Me refiero a la ceremonia de consagración del poder absoluto sin contrapesos y sin posibilidad de alternancia, es decir, sin límites, donde el poderoso se cree por encima de la ley, a cuyo imperio estamos sometidos todos. Ya saben aquella máxima que los cerdos impusieron en la granja de Orwell: todos somos iguales, pero unos más iguales que otros.
La sentencia del Supremo nos recuerda, por encima de cualquier otra consideración, el principio de la igualdad ante la ley, no ya sólo fundamentalmente democrático, sino esencialmente civilizatorio. Lo que queda bajo la ruina de este principio es la arbitrariedad, que es el camino a la barbarie.
Las llamadas desde el Gobierno y sus terminales mediáticas al zafarrancho contra el supuesto «golpismo judicial» son una amenaza escalofriante que solo sugiere violencia y enfrentamiento.

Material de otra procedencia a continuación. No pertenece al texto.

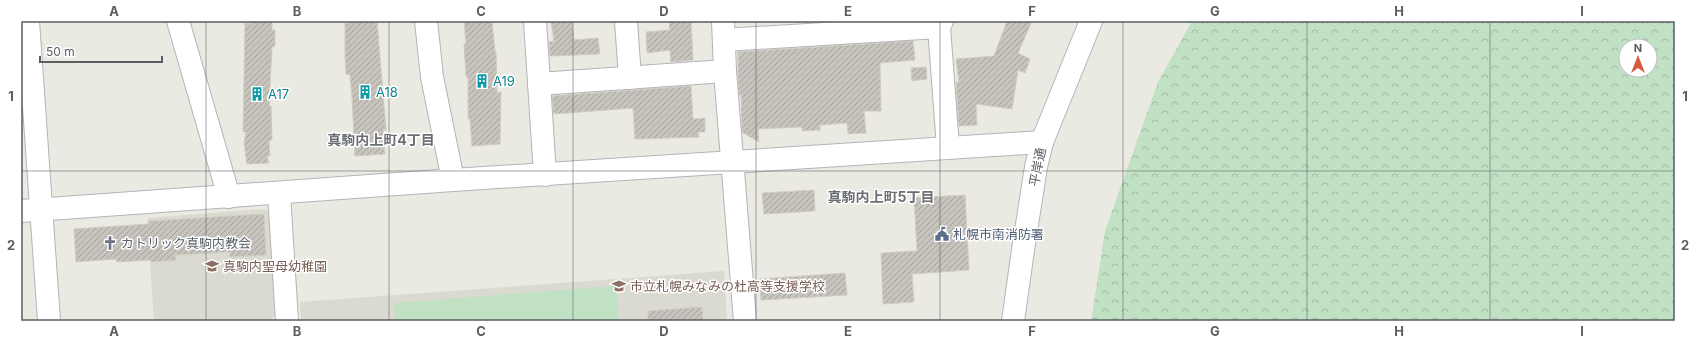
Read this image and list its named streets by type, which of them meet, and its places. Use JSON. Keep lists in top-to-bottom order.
{
  "streets": {
    "street": ["平岸通"]
  },
  "districts": ["真駒内上町4丁目", "真駒内上町5丁目"],
  "places": {
    "building": ["A19", "A18", "A17"],
    "public building": ["札幌市南消防署"],
    "church": ["カトリック真駒内教会"],
    "school or university": ["真駒内聖母幼稚園", "市立札幌みなみの杜高等支援学校"]
  },
  "scale_bar": "50 m",
  "north": "top",
  "grid": {
    "columns": [
      "A",
      "B",
      "C",
      "D",
      "E",
      "F",
      "G",
      "H",
      "I"
    ],
    "rows": ["1", "2"]
  }
}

La pendiente fratricida se abre bajo los pies de la sociedad española por la temeraria voluntad de quien quiere azuzar a unos españoles contra otros pensando que así se garantiza la impunidad. A río revuelto, ganancia de pescadores de comisiones. La paz social bien vale una noche de farra de los socialistas más intrépidos en el uso lascivo de los impuestos.
Sánchez ya lleva tiempo encerrado en el bunker de la resiliencia a ultranza. Por la tronera de su fortín solo ve enemigos a los que abatir, contra los que utiliza ya, como en las dictaduras de corte estalinista, a los allegados de sus rivales para tratar de doblarles el espinazo, tal cual se ha demostrado con el caso que nos ocupa.

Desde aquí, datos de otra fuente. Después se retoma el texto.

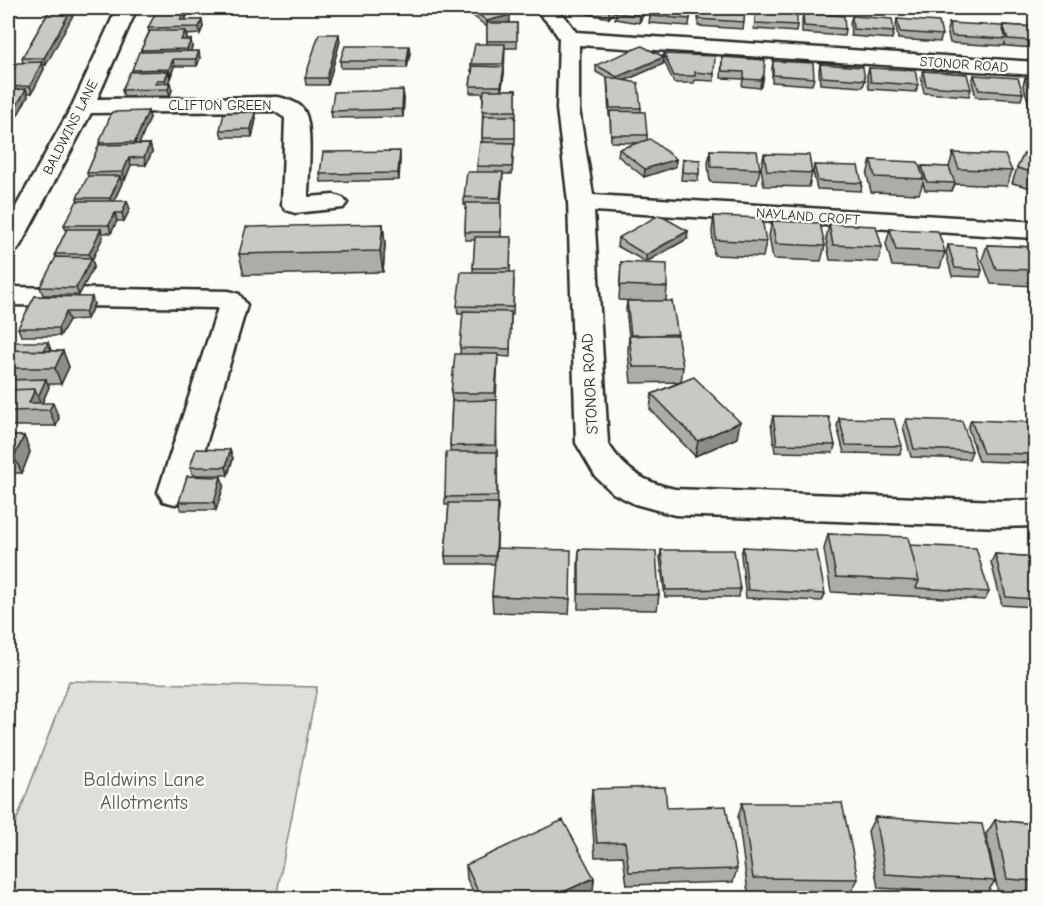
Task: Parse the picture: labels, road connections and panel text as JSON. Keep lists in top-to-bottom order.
{
  "streets": {
    "street": [
      "STONOR ROAD",
      "CLIFTON GREEN",
      "BALDWINS LANE",
      "NAYLAND CROFT"
    ]
  },
  "crossings": [
    ["STONOR ROAD", "NAYLAND CROFT"],
    ["CLIFTON GREEN", "BALDWINS LANE"]
  ],
  "parks": ["Baldwins Lane Allotments"]
}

Ha perdido la mayoría parlamentaria de la que alardeó un día, ahora sabemos que zurcida al pespunte en los costurones más indignos: primero negaba su disposición a dar puntada alguna con los proetarras o los golpistas catalanes, para después meterla doblada por el ojal, incluso el de sus propios votantes.
Tiene imputados por corrupción a dos secretarios de organización del PSOE consecutivos que se traspasaron, más que las riendas del partido, las del negocio. Resulta inverosímil que el responsable del nombramiento de Ábalos y Cerdán, sus compañeros de periplo en el Peugeot, desconociera el cariz de ese traspaso.

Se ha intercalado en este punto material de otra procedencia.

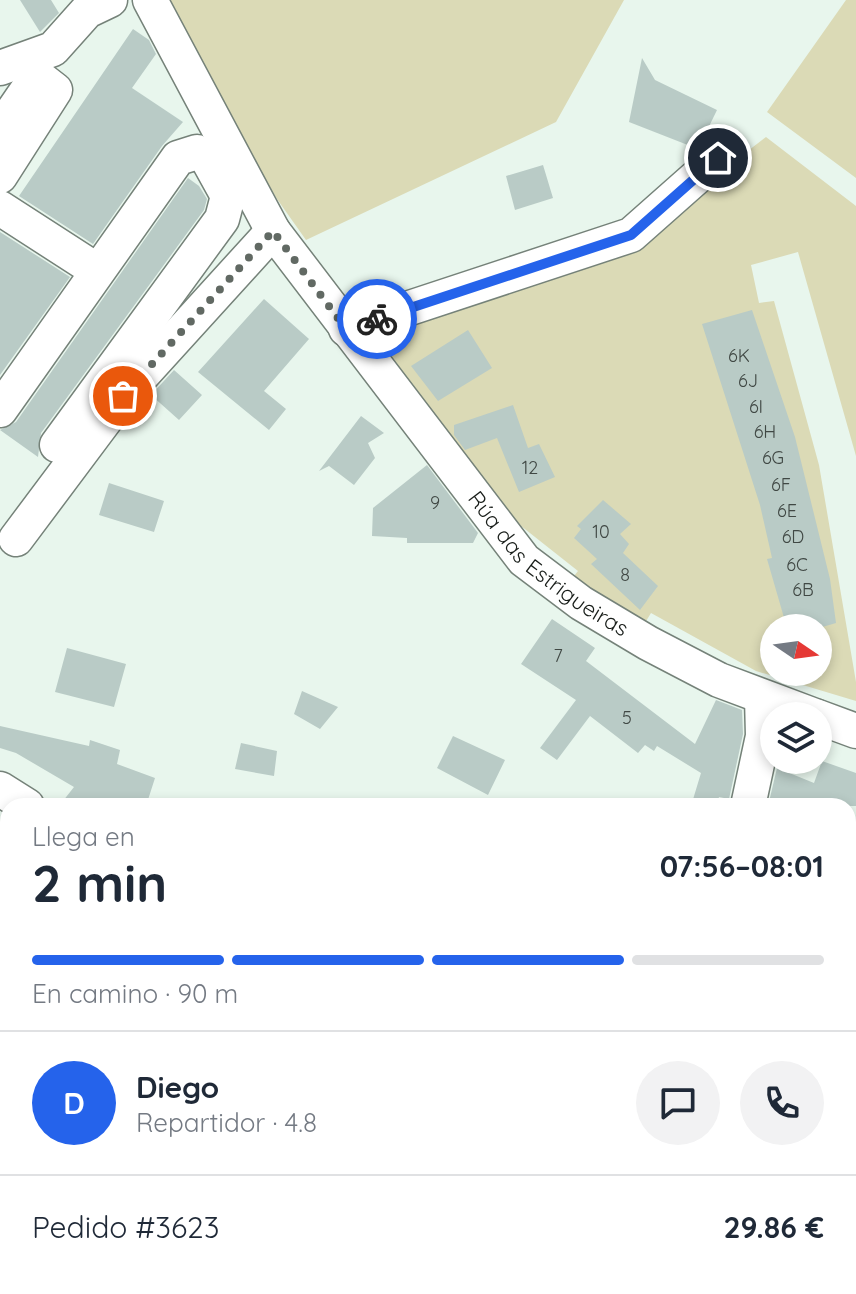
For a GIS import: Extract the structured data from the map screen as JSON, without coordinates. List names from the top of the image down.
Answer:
{
  "streets": {
    "street": ["Rúa das Estrigueiras"]
  },
  "house_numbers": [
    "6K",
    "6J",
    "6I",
    "6H",
    "6G",
    "12",
    "6F",
    "9",
    "6E",
    "10",
    "6D",
    "6C",
    "8",
    "6B",
    "7",
    "5"
  ],
  "north": "right",
  "page": {
    "heading": ["2 min", "Llega en", "07:56–08:01"],
    "panel": [
      "Diego",
      "Repartidor · 4.8",
      "Pedido #3623",
      "29.86 €"
    ],
    "bar": "En camino · 90 m",
    "round": "D"
  }
}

Es más verosímil que el titular del partido fuera a la vez el titular del negocio, y que los relevara con pleno conocimiento del efecto gatopardiano: que así todo cambiaba para que nada cambiara.
Se investiga además en Ferraz a la nueva «Motorizada», con Leire Diaz como jefa de la banda, a la que Sánchez habría ordenado «limpiar sin límites», al parecer para guardar las espaldas de los que a diario bajaban a la mina clandestina a explotar la veta del presupuesto público.
El caso de la mujer y del hermano son la espuma de los días de quien se cree intocable hasta en los chanchullos más domésticos y rastreros. Con la condena de García Ortiz, Sánchez ha probado por vez primera la insoportable levedad de lo inevitable. A pesar de todo, preferirá que todo se derrumbe sobre las cabezas del resto de los españoles antes que reconocer que su poder está acabado.
Si Ulises se hizo atar al mástil de su nave para resistir al enloquecedor canto de las sirenas, Sánchez pretende dejarnos a los españoles a merced del enloquecedor canto de la discordia para seguir atado al poder. Al final, la Historia le recordará solamente por haber hecho resonar este canto maldito.